START DATA PROVIDED

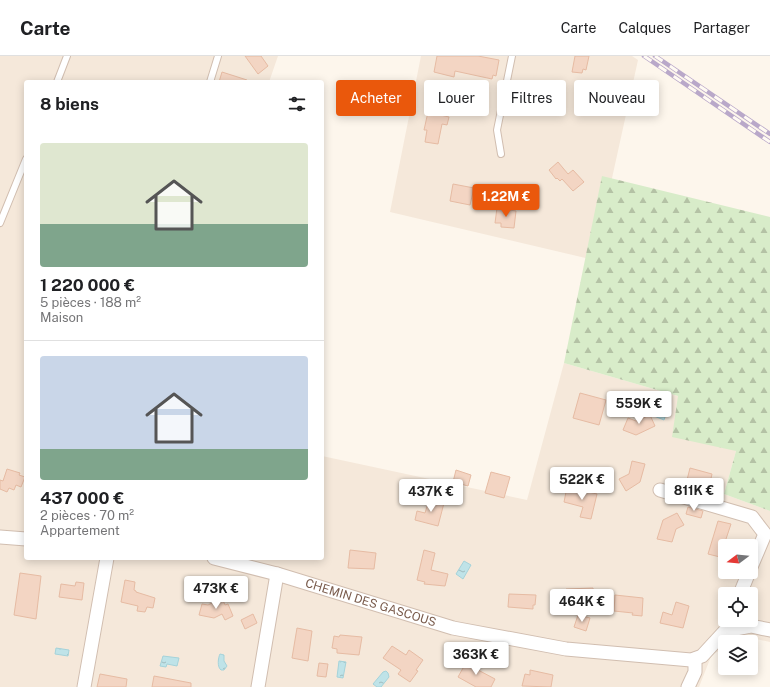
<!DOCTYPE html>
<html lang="fr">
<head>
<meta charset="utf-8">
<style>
	body { margin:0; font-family:"Public Sans",sans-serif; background:#f6f6f6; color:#202124; height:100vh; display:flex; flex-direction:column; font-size:15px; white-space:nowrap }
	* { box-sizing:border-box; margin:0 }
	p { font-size:13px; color:#757577 }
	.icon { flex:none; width:22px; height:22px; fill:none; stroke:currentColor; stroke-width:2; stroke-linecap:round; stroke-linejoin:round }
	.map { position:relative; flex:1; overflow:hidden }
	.sheet { position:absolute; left:24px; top:24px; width:300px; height:480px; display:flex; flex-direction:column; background:#fff; border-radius:4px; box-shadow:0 2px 10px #0003 }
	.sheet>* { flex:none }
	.guide { position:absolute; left:336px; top:24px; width:374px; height:36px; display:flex; gap:8px }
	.needle { width:26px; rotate:254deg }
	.tools { position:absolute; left:718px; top:483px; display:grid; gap:8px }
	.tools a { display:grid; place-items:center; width:40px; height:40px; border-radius:4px; background:#fff; box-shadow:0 2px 10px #0003; font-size:20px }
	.price { position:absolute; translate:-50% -34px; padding:0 9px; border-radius:4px; background:#fff; color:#222; font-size:13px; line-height:26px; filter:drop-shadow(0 1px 2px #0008) }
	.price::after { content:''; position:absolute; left:50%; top:24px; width:12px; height:9px; margin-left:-6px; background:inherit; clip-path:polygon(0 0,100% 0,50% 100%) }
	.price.on { background:#ea580c; color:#fff }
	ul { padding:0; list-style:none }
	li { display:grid; align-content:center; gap:8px; height:212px; padding:0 16px }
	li+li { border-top:1px solid #e0e0e0 }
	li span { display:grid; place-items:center; height:124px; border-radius:4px; color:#555 }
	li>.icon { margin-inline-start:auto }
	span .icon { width:72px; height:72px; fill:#fffc; stroke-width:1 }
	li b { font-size:17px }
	h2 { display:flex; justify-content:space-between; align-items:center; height:48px; padding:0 16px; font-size:17px }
	.pill { padding:0 14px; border-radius:4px; background:#fff; box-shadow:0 2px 10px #0003; font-size:14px; line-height:36px }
	.pill.on { background:#ea580c; color:#fff }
	header { display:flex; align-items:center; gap:24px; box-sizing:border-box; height:56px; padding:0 20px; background:#fff; border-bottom:1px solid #e0e0e0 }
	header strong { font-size:19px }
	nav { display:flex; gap:22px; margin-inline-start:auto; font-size:14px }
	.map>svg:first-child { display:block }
</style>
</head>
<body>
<header>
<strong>Carte</strong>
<nav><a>Carte</a><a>Calques</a><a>Partager</a></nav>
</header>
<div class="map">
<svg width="770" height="631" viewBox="0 0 770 631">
	<defs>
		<pattern id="forest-firs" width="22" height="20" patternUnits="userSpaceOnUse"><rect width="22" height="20" fill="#d8ecc9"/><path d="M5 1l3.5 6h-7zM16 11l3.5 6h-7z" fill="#b4c2a5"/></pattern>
		<pattern id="water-ripples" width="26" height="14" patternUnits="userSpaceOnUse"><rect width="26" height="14" fill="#bfe3e8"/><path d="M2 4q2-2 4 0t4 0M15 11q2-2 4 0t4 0" fill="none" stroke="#a0bbbe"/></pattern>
	</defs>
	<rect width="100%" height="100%" fill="#fdf6ec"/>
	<path fill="#f5e8da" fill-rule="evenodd" d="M0,0H278L269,26H26V502H322V400L527,444L564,307L678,340L736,395L724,438L770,455V586L756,583L746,586H725V593L712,598L699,631H0ZM725,490H751V516H725ZM725,538H751V564H725Z
		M421,0H632L638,4L594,204L390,156Z"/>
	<path fill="url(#forest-firs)" d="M602,120L770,161V455L724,438L736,395L672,381L678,340L564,307Z"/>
	<path fill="url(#water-ripples)" stroke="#a5d3da" d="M656,354L666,358L664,364L654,360Z
		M464,505L471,509L463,523L456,518Z
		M56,592L69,594L68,600L55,598Z
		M220,598L224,599V605L227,610L224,614H221C217,611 218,602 220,598Z
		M163,600L179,602L177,610L167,608L166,611L160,610Z
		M339,605L346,606L343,622L337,621Z
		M386,615L388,617L389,621L381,631H377L373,628L383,616Z"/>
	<path fill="#f3d5c3" stroke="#e6bba3" d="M245,0H261L268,10L258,18Z
		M437,0H478L499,4L496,20L493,19L492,23L455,15L454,21L434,16Z
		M575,0H589L586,14L583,13L582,17L572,16Z
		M222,16L247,24L246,26H219Z
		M447,44L457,46L455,57L445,54Z
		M428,56L449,61L447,69L442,68L438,88L425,86L427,74H424Z
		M558,106L568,118L573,114L584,126L573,135L562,123L560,125L557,122L556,123L549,114Z
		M453,128L474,132L470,149L450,145Z
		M497,152L516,155L514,172L501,171V167H495Z
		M580,337L606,344L599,369L573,362Z
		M650,359L655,370L636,379L623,374L628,362L636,365Z
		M632,405L645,408L640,426L626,435L619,423L629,418Z
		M690,412L712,418L709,431L699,429L698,432L686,428Z
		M7,413L20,417L19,419L25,421L21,431L16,429L14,434L9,432L7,436L0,433V424L3,425Z
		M456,414L471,419L468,430L453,426Z
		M491,416L510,421L504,442L485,437Z
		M567,431L597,438L591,463L580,461L583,451L564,446Z
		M429,444L444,447L438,470L415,464L417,455L425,457Z
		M688,451L703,455L701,462L686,458Z
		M677,457L684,469L676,473L672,486L657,483L663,464Z
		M718,465L731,468L720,501L708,498Z
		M350,494L376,497L374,513L348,512Z
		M424,494L435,497L431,514L448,518L445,530L424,528L425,526L417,524Z
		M20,517L41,520L36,563L14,559Z
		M125,524L135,526L134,534L136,535V536L155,542L153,552L147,551L145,556L137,555L138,550L121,546Z
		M76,526L84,527L82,544L59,541L61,528L75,530Z
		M593,532L594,545L566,547V533Z
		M509,538L536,539L535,549H533V553L508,551Z
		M615,539L643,542L642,560L632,559L633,557L614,555Z
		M222,542L225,549L228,548L233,560L225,564L222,558L214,562L199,559L202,548L208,549Z
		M676,546L689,550L683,572L660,567L663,556L672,559Z
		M253,558L257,567L245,573L241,564Z
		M578,559L590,562L586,575L574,571Z
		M297,572L312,575L308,605L292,602Z
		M340,579L362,581L359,599L337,597V593L332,592L334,580L339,581Z
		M392,590L406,599L409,594L423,604L416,614L418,615L410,626L398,618L401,614L383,602Z
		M467,605L479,611L478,614L495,623L491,631H476L458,621Z
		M319,607L328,608L326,621L317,620Z
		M530,614L553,619L551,631L522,630L525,618L530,619Z
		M100,618L127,623L126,631H97Z
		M154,620L191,627V631H152Z"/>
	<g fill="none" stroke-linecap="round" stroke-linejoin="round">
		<defs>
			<path id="service" d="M57,26L67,0
				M210,26L218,0
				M501,98L497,74L512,0
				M0,167L26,103"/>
			<g id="minor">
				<path d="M660,434L752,461L765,478L751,511"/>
				<path d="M0,481L26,483"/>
				<path id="s1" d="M214,502L277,518L453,572L566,593L691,604L702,600L725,575L751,570L770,574"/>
				<path d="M740,538L749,516"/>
				<path d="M84,631L107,502"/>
				<path d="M258,631L277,518"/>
				<path d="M688,631L695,616V603"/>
			</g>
		</defs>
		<use href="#service" stroke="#d1beb0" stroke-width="8"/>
		<use href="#minor" stroke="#d1beb0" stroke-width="15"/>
		<use href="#service" stroke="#fff" stroke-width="6"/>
		<use href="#minor" stroke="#fff" stroke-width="13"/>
		<defs>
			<path id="rail" d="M644,0L770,86
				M655,0L770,78"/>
		</defs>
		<use href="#rail" stroke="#b9a8c9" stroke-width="4.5"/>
		<use href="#rail" stroke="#fffaf3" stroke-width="3" stroke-dasharray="9" stroke-linecap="butt"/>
	</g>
	<g text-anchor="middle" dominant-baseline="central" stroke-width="4" stroke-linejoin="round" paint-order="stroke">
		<g font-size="12" fill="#7a5c4d" stroke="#fffaf3">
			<text stroke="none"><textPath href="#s1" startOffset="163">CHEMIN DES GASCOUS</textPath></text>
		</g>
	</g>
</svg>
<div class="tools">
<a><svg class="needle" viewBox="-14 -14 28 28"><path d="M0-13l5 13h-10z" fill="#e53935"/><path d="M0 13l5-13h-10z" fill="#757577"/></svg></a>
<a><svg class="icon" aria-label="locate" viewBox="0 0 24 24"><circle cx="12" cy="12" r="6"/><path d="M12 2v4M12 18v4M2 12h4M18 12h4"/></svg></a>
<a><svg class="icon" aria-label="layers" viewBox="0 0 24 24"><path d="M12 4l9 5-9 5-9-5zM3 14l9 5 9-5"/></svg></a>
</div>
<b class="price on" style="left:506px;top:162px">1.22M €</b>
<b class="price" style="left:639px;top:369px">559K €</b>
<b class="price" style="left:582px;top:445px">522K €</b>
<b class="price" style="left:694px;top:456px">811K €</b>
<b class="price" style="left:431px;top:457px">437K €</b>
<b class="price" style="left:216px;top:554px">473K €</b>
<b class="price" style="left:582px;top:567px">464K €</b>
<b class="price" style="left:476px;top:620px">363K €</b>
<div class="guide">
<a class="pill on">Acheter</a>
<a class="pill">Louer</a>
<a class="pill">Filtres</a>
<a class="pill">Nouveau</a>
</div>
<section class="sheet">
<h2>8 biens<svg class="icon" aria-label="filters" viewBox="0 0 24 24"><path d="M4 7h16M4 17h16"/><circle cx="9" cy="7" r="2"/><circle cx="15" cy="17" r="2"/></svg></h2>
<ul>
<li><span style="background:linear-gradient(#dfe7d0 65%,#7fa58c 0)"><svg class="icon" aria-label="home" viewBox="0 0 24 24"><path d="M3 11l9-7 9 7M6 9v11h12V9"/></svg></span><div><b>1 220 000 €</b><p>5 pièces · 188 m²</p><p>Maison</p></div></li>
<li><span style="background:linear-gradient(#c9d6e8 75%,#7fa58c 0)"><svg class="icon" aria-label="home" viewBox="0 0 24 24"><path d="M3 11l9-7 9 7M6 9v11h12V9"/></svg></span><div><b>437 000 €</b><p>2 pièces · 70 m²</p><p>Appartement</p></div></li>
</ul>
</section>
</div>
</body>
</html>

END DATA PROVIDED

YOUR TASK: Write out again, exactly, the lines from the start of the listing up to the line containing "content:''; position:absolute; left:50%;", with both ends and without pictures.

FINAL ANSWER:
<!DOCTYPE html>
<html lang="fr">
<head>
<meta charset="utf-8">
<style>
	body { margin:0; font-family:"Public Sans",sans-serif; background:#f6f6f6; color:#202124; height:100vh; display:flex; flex-direction:column; font-size:15px; white-space:nowrap }
	* { box-sizing:border-box; margin:0 }
	p { font-size:13px; color:#757577 }
	.icon { flex:none; width:22px; height:22px; fill:none; stroke:currentColor; stroke-width:2; stroke-linecap:round; stroke-linejoin:round }
	.map { position:relative; flex:1; overflow:hidden }
	.sheet { position:absolute; left:24px; top:24px; width:300px; height:480px; display:flex; flex-direction:column; background:#fff; border-radius:4px; box-shadow:0 2px 10px #0003 }
	.sheet>* { flex:none }
	.guide { position:absolute; left:336px; top:24px; width:374px; height:36px; display:flex; gap:8px }
	.needle { width:26px; rotate:254deg }
	.tools { position:absolute; left:718px; top:483px; display:grid; gap:8px }
	.tools a { display:grid; place-items:center; width:40px; height:40px; border-radius:4px; background:#fff; box-shadow:0 2px 10px #0003; font-size:20px }
	.price { position:absolute; translate:-50% -34px; padding:0 9px; border-radius:4px; background:#fff; color:#222; font-size:13px; line-height:26px; filter:drop-shadow(0 1px 2px #0008) }
	.price::after { content:''; position:absolute; left:50%; top:24px; width:12px; height:9px; margin-left:-6px; background:inherit; clip-path:polygon(0 0,100% 0,50% 100%) }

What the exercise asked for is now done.